→ What you have to do
From the line that contains "4l9 5-9 5-9-5zM3" to the final line of the entries, return every line exactly and leave out all others.

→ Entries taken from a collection
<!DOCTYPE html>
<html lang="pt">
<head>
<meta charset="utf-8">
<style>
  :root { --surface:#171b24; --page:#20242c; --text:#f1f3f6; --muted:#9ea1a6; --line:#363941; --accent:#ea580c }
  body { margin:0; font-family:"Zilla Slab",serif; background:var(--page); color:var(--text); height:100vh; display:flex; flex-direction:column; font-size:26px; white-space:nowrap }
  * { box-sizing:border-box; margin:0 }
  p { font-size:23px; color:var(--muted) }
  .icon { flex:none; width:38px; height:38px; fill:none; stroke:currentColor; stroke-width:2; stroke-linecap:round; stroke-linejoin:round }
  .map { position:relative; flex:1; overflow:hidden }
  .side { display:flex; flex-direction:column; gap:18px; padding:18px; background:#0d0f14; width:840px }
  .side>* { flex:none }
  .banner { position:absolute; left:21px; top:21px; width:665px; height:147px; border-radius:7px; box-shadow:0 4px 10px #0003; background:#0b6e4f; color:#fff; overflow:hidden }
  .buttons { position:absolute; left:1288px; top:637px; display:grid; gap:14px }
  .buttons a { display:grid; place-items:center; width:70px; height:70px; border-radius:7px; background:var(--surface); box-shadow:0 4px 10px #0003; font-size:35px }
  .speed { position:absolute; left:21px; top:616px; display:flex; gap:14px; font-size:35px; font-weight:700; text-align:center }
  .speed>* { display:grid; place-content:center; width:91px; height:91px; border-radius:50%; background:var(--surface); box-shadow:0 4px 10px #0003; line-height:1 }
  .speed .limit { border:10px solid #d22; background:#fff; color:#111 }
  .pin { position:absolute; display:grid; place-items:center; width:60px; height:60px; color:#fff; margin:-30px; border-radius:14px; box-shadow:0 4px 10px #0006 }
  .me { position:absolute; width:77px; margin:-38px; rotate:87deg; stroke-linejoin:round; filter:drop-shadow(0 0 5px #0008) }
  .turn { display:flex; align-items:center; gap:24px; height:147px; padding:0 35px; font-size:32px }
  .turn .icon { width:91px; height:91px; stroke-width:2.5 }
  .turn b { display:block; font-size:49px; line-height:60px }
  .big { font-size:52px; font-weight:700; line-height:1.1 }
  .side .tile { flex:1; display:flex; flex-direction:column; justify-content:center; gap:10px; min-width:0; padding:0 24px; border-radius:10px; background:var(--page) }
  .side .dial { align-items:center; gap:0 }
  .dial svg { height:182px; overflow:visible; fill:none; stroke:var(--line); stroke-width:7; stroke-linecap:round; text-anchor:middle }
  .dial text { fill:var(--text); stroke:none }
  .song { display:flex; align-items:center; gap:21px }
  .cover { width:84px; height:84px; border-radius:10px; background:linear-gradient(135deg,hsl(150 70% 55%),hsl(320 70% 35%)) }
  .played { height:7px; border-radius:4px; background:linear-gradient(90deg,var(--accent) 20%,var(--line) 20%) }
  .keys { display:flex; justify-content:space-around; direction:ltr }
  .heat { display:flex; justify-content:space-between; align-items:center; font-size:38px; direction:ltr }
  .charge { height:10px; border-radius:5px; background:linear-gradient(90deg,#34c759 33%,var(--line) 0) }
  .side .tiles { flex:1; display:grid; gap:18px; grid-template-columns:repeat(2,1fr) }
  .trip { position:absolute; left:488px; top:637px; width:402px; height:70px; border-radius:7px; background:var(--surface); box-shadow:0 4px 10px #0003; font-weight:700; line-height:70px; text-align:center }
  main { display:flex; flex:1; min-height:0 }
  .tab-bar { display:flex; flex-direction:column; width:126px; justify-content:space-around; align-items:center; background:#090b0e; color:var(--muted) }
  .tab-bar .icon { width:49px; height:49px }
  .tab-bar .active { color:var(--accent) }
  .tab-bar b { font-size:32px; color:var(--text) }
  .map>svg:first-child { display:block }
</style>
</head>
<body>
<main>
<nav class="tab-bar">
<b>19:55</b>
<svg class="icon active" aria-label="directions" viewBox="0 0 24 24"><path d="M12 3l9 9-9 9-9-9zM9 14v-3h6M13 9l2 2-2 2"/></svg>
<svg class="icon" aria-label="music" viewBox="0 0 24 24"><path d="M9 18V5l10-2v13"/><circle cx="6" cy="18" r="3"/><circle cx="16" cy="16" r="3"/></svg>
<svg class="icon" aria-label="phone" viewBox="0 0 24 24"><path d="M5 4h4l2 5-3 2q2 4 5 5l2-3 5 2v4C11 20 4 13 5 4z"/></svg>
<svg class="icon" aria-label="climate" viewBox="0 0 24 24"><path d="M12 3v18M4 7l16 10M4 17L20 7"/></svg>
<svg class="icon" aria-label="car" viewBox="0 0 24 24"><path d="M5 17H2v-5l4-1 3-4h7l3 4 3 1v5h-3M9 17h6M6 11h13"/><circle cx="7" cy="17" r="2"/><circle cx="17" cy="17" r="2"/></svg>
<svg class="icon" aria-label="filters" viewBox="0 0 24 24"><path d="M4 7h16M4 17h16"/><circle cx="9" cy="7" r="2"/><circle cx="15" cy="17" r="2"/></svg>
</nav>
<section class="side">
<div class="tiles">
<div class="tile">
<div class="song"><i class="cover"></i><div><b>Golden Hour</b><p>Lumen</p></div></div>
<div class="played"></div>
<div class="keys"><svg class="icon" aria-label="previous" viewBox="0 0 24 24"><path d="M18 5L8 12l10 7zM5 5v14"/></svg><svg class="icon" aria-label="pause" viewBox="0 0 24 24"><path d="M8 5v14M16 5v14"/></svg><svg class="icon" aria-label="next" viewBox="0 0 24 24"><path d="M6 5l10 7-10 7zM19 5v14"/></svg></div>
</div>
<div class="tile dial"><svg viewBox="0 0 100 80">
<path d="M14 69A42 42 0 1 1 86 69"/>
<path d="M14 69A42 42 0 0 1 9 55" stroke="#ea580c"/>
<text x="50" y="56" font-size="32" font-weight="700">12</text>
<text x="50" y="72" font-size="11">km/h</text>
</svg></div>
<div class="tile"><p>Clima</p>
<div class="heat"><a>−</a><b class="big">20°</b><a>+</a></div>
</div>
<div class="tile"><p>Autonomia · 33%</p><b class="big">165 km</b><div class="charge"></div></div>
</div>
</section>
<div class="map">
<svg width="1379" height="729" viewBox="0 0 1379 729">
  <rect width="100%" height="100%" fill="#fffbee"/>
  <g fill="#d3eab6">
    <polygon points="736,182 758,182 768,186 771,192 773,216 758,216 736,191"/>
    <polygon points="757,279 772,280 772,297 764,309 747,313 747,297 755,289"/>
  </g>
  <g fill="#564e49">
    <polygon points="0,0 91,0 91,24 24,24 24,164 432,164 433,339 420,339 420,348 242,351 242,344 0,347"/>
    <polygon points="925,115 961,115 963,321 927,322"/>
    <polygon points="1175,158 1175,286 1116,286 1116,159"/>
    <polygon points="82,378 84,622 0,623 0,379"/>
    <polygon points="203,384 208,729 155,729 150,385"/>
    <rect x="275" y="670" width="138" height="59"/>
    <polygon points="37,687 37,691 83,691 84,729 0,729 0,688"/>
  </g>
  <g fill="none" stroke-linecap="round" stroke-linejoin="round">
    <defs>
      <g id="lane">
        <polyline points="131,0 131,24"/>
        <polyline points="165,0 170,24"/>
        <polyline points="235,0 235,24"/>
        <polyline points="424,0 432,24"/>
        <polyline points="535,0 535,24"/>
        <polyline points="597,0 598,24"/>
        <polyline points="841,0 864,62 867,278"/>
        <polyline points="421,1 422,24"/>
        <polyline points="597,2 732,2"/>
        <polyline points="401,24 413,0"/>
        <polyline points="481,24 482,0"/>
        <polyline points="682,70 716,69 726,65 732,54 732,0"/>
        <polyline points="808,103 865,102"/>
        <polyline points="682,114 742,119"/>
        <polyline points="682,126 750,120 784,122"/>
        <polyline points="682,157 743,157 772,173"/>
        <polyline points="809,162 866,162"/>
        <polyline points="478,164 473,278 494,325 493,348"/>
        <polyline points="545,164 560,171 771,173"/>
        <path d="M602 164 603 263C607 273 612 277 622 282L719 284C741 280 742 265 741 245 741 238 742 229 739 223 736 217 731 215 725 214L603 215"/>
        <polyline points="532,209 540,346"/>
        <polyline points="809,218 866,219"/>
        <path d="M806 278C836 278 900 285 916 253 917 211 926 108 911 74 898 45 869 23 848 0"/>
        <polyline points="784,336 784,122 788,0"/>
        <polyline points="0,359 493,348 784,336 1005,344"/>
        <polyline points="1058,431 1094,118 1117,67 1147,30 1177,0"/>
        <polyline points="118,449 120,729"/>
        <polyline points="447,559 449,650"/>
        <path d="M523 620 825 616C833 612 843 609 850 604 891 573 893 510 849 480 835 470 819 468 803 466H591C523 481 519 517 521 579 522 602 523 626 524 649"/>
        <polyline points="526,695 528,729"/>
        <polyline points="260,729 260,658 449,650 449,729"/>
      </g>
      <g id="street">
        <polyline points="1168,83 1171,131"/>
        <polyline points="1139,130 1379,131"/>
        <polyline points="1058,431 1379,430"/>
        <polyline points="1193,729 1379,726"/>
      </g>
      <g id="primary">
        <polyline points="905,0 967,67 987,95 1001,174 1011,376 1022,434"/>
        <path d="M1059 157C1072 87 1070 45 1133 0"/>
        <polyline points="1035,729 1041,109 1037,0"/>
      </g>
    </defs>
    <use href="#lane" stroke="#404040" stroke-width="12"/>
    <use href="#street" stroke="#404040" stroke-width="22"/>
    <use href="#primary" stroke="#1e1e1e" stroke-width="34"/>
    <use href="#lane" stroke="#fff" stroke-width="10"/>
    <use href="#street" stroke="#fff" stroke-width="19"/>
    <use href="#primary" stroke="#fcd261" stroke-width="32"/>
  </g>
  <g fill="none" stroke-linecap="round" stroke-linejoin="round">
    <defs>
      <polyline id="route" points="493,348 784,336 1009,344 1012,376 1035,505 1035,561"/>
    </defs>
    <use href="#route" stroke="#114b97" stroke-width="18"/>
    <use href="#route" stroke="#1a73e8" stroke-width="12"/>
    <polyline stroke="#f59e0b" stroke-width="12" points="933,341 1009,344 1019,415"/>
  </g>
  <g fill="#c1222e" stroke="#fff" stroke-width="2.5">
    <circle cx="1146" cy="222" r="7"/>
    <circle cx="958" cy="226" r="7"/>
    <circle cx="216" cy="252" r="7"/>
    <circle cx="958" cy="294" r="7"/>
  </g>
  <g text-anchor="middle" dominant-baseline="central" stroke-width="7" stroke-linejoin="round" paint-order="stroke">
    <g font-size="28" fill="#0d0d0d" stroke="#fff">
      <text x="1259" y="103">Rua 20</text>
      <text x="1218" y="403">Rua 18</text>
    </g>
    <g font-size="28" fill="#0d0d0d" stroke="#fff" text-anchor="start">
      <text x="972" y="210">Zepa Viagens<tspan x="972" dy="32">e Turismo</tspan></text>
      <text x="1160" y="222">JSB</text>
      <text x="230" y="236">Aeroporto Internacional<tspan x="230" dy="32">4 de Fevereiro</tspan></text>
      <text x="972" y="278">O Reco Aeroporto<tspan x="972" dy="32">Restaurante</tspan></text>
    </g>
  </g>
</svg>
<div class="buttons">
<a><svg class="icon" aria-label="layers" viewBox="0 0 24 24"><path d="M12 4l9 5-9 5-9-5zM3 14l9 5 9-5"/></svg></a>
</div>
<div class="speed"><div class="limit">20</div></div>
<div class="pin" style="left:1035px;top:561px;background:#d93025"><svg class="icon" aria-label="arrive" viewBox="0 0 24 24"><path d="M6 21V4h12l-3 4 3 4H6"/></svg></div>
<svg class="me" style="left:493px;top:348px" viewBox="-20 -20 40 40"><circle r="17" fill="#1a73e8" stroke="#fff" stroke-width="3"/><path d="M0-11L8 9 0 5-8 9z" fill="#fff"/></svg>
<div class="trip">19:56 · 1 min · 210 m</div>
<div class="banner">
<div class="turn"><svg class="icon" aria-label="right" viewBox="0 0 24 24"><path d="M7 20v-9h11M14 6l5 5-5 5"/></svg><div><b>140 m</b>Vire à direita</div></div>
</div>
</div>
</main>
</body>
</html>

→ Answer section
<a><svg class="icon" aria-label="layers" viewBox="0 0 24 24"><path d="M12 4l9 5-9 5-9-5zM3 14l9 5 9-5"/></svg></a>
</div>
<div class="speed"><div class="limit">20</div></div>
<div class="pin" style="left:1035px;top:561px;background:#d93025"><svg class="icon" aria-label="arrive" viewBox="0 0 24 24"><path d="M6 21V4h12l-3 4 3 4H6"/></svg></div>
<svg class="me" style="left:493px;top:348px" viewBox="-20 -20 40 40"><circle r="17" fill="#1a73e8" stroke="#fff" stroke-width="3"/><path d="M0-11L8 9 0 5-8 9z" fill="#fff"/></svg>
<div class="trip">19:56 · 1 min · 210 m</div>
<div class="banner">
<div class="turn"><svg class="icon" aria-label="right" viewBox="0 0 24 24"><path d="M7 20v-9h11M14 6l5 5-5 5"/></svg><div><b>140 m</b>Vire à direita</div></div>
</div>
</div>
</main>
</body>
</html>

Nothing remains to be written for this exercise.